Occasionally two or more companies may operate out of the same location. It may be a cost sharing arrangement, sister companies operating as independent entities, or perhaps a company operating under a parent or umbrella company. Regardless of the relationship of the co-located companies, R2 requires that all electronics recycling related activities taking place at a single facility must conform to all R2 Provisions and be included in the R2 audit.
This means that all companies sharing the same physical address, and that are involved in managing used electronics in any capacity (including collection, refurbishment, resale, data destruction, recycling, or other related activities) must be R2 Certified. It is not permissible for a recycler to cherry pick which recycling/refurbishing/resale activities taking place at the facility are subject to audit and R2 certification.
In some cases, a recycler may share space with another company that is not engaged in activities related to used electronics.

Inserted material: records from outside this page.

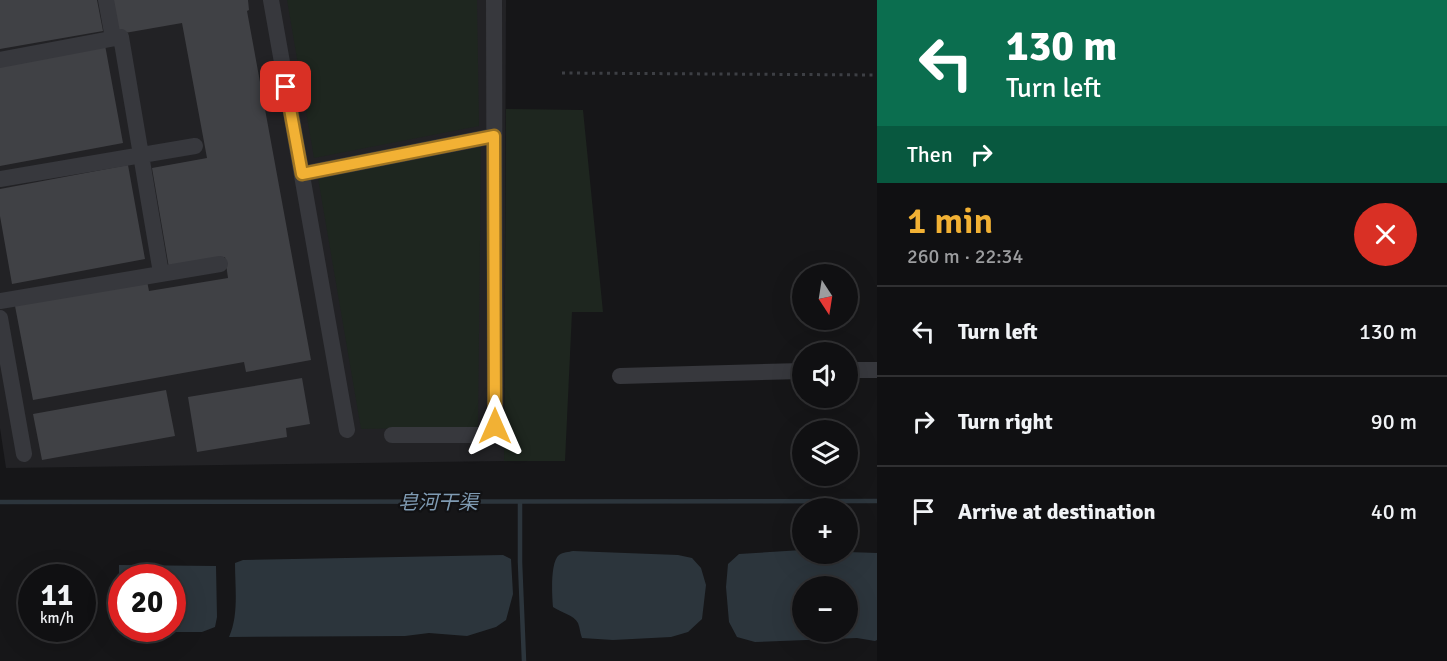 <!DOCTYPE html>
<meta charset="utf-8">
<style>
body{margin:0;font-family:Signika,"Noto Sans SC",sans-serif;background:#19191b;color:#f1f3f6;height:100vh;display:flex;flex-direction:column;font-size:22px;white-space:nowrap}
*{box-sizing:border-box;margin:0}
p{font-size:20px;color:#9c9d9f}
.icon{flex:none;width:33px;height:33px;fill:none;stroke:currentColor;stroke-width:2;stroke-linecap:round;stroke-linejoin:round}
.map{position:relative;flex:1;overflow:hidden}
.drawer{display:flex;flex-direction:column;background:#101012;width:570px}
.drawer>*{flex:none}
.guide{background:#0b6e4f;color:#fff;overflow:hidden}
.needle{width:39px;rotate:168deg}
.tools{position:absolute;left:792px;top:264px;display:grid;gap:12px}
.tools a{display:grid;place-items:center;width:66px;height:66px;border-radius:50%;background:#101012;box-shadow:0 6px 24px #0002,0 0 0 2px #303032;font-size:30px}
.speed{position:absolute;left:18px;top:564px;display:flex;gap:12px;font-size:30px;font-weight:700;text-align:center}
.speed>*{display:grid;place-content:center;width:78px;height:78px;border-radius:50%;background:#101012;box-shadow:0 6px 24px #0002,0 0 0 2px #303032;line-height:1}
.speed small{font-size:15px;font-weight:400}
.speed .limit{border:9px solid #d22;background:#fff;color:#111}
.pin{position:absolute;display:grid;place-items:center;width:51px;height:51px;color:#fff;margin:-26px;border-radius:12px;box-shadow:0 3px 9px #0006}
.me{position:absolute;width:66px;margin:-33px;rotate:0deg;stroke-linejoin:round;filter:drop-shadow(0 0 4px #0008)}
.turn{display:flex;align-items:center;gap:21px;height:126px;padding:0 30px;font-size:27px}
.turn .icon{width:78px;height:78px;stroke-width:2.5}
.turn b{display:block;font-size:42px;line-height:51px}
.then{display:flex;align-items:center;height:57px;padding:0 30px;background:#0003;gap:12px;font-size:22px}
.round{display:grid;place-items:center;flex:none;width:63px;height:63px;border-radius:32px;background:#19191b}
.headline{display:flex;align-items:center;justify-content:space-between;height:102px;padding:0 30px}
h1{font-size:36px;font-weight:600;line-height:45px;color:#f2b134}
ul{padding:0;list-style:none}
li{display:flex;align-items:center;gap:18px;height:90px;padding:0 30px;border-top:2px solid #303032}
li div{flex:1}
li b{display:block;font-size:22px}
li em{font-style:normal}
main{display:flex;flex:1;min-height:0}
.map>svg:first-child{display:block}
</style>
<main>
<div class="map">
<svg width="877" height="661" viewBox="0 0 877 661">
<rect width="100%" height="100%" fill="#161618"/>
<path fill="#222225" d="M0,0H506L504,461L6,468L0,428Z"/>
<path fill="#1e261f" d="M287,0H477L479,126L314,158Z
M506,109L583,110L603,312H572L565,461H504Z
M481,147L478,427L361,429L318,178Z"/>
<path fill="#2c353c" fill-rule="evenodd" d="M802,550V554H848V552L877,553V640L875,641L857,638L755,642L737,637L729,622L726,587L728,564L739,554ZM802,586H848V632H802Z
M573,551L678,555L692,558L701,568L706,585L702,619L688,632L671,637L613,640L582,638C580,633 580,628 578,623C574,615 560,612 553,607C552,596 550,562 559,555C563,552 569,552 573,551Z
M503,555L511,559L513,594L506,620L496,627L467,636L429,633L405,636L229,637C239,615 235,587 235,563L243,560Z
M119,565L216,566L217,617L215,627L202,632H129L125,629L172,628V578H122L121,615L119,593Z"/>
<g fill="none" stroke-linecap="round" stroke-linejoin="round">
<path stroke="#2c353c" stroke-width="4.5" d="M0,502L877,501
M520,502V562L524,661"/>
</g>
<path fill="#404145" d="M0,0H97L103,31L0,49Z
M112,0H248L249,10L247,11L311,360L246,372L244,362L33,400L15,306L147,281L149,291L228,278L225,257L169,268L152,168L207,158L182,23L119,34Z
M105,45L123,143L0,166V64Z
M128,165L145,259L12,284L0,216V189Z
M302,378L310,424L286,428L287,437L197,452L188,397Z
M166,390L175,436L42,460L33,414Z"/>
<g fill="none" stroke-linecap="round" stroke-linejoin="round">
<path stroke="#3d3f44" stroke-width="3" stroke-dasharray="3 4.5" stroke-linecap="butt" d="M562,73L877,75"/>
<path stroke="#37383d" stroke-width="16" d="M106,0L113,38
M271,0L347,430
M0,60L121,37L161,273
M302,174L494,136
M0,179L195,146
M0,301L220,264
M0,318L24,454
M848,370H877
M620,376L802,371
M392,435H488L495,426L494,0"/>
</g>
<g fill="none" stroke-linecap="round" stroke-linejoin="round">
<g stroke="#9d7322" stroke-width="15">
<path id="route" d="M286,87L302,174L494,136L495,426"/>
</g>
<use href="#route" stroke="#f2b134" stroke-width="10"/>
</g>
<g text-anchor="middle" stroke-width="4.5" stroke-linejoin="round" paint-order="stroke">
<g font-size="20" font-style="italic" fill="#7f9bb3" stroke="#111113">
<text x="438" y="509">皂河干渠</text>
</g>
</g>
</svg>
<div class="tools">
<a><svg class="needle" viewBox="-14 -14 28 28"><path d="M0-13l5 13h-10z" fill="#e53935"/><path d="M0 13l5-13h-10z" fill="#9c9d9f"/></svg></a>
<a><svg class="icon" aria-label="sound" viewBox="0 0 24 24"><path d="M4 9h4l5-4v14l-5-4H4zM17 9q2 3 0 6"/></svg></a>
<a><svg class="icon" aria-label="layers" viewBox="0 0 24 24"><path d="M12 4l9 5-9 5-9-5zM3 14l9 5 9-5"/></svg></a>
<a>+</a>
<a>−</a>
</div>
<div class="speed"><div>11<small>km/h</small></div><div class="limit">20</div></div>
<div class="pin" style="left:286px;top:87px;background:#d93025"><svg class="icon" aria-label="arrive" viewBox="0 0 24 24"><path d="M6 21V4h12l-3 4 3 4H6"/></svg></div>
<svg class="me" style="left:495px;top:426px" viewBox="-20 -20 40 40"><path d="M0-17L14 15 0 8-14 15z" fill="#f2b134" stroke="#fff" stroke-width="4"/></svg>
</div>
<section class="drawer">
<div class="guide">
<div class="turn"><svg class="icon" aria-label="left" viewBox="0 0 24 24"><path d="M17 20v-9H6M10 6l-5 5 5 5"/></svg><div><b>130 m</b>Turn left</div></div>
<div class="then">Then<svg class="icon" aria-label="right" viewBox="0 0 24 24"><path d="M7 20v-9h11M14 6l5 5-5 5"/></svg></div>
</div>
<div class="headline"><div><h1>1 min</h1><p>260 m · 22:34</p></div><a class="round" style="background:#d93025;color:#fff"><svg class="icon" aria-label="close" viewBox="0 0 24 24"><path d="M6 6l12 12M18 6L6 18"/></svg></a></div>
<ul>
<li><svg class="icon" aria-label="left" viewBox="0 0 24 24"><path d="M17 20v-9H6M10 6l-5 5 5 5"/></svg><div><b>Turn left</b></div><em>130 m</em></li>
<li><svg class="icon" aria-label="right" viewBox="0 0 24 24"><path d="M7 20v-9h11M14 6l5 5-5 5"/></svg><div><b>Turn right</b></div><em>90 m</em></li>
<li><svg class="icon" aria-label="arrive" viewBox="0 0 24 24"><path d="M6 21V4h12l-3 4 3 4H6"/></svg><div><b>Arrive at destination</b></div><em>40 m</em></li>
</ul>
</section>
</main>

Some common examples:
- A metals recycling facility that has added electronics recycling to its traditional scrap metal operation. (The purchasing and processing of scrap metal is unrelated to electronics recycling.)
- A company that kits new cell phones for distribution, but that also runs a return operation for used cell phones. (The distribution of new cellphones is unrelated to the management of used cell phones.)
In such cases, it is permissible to certify only the company, activities, or areas of the facility that are engaged in activities related to used electronics. The “Co-location Allowance” defined in the R2 Code of Practices applies to such arrangements, and must be vetted and approved by the Certification Body.